> **THE DATA**:
▽

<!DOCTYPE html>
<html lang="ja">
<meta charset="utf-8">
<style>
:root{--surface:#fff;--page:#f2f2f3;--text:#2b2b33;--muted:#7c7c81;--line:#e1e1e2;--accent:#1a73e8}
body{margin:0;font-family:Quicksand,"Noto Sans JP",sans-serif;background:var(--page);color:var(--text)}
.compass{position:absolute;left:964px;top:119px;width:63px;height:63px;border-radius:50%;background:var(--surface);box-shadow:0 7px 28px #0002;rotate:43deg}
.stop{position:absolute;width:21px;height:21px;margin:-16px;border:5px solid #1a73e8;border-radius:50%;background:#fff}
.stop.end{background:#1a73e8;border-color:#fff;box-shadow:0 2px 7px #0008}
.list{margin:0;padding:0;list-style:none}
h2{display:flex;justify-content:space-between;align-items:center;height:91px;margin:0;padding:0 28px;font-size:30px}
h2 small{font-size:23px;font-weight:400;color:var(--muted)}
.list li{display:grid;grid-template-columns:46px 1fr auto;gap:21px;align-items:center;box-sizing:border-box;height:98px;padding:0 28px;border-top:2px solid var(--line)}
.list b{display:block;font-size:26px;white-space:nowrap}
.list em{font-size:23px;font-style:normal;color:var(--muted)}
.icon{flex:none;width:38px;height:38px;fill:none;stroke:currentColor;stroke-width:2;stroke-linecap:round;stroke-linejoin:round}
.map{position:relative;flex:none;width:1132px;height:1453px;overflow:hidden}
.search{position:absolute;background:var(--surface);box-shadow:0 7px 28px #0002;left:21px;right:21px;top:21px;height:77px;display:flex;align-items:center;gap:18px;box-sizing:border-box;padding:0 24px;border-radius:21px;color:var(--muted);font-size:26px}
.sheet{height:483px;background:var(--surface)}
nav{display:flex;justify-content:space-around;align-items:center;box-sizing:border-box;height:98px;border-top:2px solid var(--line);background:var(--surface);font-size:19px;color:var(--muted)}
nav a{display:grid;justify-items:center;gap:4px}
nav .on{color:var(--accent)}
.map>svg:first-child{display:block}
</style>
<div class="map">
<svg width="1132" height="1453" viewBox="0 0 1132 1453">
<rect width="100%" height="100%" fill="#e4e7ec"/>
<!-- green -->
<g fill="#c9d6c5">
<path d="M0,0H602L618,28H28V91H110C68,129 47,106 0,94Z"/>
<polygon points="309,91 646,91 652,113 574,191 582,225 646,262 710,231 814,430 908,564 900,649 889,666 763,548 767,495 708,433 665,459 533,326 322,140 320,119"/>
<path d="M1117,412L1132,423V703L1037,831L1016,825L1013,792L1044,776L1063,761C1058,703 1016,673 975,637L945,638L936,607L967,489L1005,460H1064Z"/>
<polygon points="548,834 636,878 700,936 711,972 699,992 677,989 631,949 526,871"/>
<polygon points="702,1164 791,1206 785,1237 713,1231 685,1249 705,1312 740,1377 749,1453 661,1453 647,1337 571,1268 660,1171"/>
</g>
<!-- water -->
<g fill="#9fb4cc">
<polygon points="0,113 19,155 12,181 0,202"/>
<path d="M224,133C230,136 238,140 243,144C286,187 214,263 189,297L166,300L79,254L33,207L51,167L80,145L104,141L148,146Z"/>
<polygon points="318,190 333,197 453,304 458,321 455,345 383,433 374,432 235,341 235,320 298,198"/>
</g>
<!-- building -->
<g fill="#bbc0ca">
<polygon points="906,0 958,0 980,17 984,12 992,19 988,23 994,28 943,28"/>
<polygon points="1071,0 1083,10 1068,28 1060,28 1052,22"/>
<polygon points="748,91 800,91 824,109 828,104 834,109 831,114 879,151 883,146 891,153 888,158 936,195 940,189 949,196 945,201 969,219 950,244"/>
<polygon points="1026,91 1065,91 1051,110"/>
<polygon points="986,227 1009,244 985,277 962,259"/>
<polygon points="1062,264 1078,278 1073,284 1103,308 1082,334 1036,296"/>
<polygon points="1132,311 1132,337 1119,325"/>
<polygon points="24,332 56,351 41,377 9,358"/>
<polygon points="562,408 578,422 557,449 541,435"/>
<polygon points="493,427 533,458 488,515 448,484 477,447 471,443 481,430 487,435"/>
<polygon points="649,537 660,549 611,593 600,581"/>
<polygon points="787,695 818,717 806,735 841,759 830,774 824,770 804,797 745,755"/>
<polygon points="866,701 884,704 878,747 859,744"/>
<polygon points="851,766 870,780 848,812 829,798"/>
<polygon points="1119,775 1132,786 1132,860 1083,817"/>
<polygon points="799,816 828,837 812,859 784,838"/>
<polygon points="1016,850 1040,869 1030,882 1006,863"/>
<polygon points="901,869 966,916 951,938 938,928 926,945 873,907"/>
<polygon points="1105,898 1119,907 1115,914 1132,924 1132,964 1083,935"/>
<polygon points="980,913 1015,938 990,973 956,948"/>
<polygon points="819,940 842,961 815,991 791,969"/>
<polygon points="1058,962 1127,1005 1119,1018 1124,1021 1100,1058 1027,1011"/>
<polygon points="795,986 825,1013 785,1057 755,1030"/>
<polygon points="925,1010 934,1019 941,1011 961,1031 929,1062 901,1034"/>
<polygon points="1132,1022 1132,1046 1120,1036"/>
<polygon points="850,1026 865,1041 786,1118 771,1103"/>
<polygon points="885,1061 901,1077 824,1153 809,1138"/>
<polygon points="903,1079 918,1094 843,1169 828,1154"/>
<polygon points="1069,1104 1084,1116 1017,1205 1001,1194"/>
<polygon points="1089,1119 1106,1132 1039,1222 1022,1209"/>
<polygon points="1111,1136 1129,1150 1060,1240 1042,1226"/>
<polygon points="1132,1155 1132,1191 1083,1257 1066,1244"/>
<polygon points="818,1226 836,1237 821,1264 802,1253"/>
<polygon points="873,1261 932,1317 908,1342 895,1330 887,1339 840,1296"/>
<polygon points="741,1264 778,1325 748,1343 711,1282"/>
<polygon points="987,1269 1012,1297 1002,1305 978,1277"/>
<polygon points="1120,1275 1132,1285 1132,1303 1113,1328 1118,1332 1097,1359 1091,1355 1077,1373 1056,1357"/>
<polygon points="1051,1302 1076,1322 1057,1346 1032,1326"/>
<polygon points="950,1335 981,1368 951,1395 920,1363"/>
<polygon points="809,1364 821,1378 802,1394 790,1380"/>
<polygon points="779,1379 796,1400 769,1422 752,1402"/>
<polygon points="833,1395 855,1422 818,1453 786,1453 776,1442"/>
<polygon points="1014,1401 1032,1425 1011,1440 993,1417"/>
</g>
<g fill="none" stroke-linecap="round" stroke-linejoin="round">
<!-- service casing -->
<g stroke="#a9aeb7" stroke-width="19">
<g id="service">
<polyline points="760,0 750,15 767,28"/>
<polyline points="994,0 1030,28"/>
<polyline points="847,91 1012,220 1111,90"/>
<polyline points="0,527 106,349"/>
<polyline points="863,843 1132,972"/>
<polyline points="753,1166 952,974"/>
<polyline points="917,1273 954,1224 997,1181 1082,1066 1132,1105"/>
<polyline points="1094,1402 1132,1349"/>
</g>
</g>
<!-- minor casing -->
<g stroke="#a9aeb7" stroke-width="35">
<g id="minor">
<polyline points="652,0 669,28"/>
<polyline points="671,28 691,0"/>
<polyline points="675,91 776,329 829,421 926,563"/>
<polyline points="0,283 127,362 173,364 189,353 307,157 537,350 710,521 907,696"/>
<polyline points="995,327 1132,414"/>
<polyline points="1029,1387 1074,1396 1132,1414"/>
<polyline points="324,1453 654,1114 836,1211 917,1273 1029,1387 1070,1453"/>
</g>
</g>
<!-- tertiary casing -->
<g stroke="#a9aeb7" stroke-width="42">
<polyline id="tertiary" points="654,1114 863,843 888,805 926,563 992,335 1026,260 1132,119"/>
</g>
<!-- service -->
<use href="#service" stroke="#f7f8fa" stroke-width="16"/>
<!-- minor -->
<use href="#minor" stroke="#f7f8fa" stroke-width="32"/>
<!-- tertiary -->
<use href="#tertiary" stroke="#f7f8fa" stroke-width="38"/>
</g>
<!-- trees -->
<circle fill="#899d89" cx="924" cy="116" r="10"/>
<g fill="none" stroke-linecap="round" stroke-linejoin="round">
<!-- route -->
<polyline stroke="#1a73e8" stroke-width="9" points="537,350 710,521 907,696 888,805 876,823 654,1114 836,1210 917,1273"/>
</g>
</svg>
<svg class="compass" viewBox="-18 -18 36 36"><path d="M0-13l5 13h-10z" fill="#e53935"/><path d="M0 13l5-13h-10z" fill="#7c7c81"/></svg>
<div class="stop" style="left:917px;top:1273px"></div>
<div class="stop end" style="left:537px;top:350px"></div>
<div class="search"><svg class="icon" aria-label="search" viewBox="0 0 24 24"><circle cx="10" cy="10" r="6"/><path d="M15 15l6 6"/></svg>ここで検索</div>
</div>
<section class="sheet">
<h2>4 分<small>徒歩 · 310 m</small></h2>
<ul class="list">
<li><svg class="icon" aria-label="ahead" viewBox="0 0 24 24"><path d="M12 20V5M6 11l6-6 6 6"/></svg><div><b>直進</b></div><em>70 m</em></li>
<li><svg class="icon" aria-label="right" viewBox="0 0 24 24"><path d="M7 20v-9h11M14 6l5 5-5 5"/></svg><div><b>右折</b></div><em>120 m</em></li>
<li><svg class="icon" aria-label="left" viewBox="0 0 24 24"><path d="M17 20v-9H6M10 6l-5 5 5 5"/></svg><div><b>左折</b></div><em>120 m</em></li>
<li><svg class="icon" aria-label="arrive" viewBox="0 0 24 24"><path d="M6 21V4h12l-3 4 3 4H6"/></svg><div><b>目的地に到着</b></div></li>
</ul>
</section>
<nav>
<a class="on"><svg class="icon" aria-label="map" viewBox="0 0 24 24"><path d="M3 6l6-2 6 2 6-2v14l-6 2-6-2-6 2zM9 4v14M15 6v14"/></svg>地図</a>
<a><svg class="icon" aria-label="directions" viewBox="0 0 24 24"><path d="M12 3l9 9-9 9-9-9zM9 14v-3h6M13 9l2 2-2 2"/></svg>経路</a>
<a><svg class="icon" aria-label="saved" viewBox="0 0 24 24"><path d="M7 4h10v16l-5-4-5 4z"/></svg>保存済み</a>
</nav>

△

> **REQUIRED WORK**: The answer consists of the lines above that include the word "grid", each copied exactly.

> **TASK RESULT**:
.list li{display:grid;grid-template-columns:46px 1fr auto;gap:21px;align-items:center;box-sizing:border-box;height:98px;padding:0 28px;border-top:2px solid var(--line)}
nav a{display:grid;justify-items:center;gap:4px}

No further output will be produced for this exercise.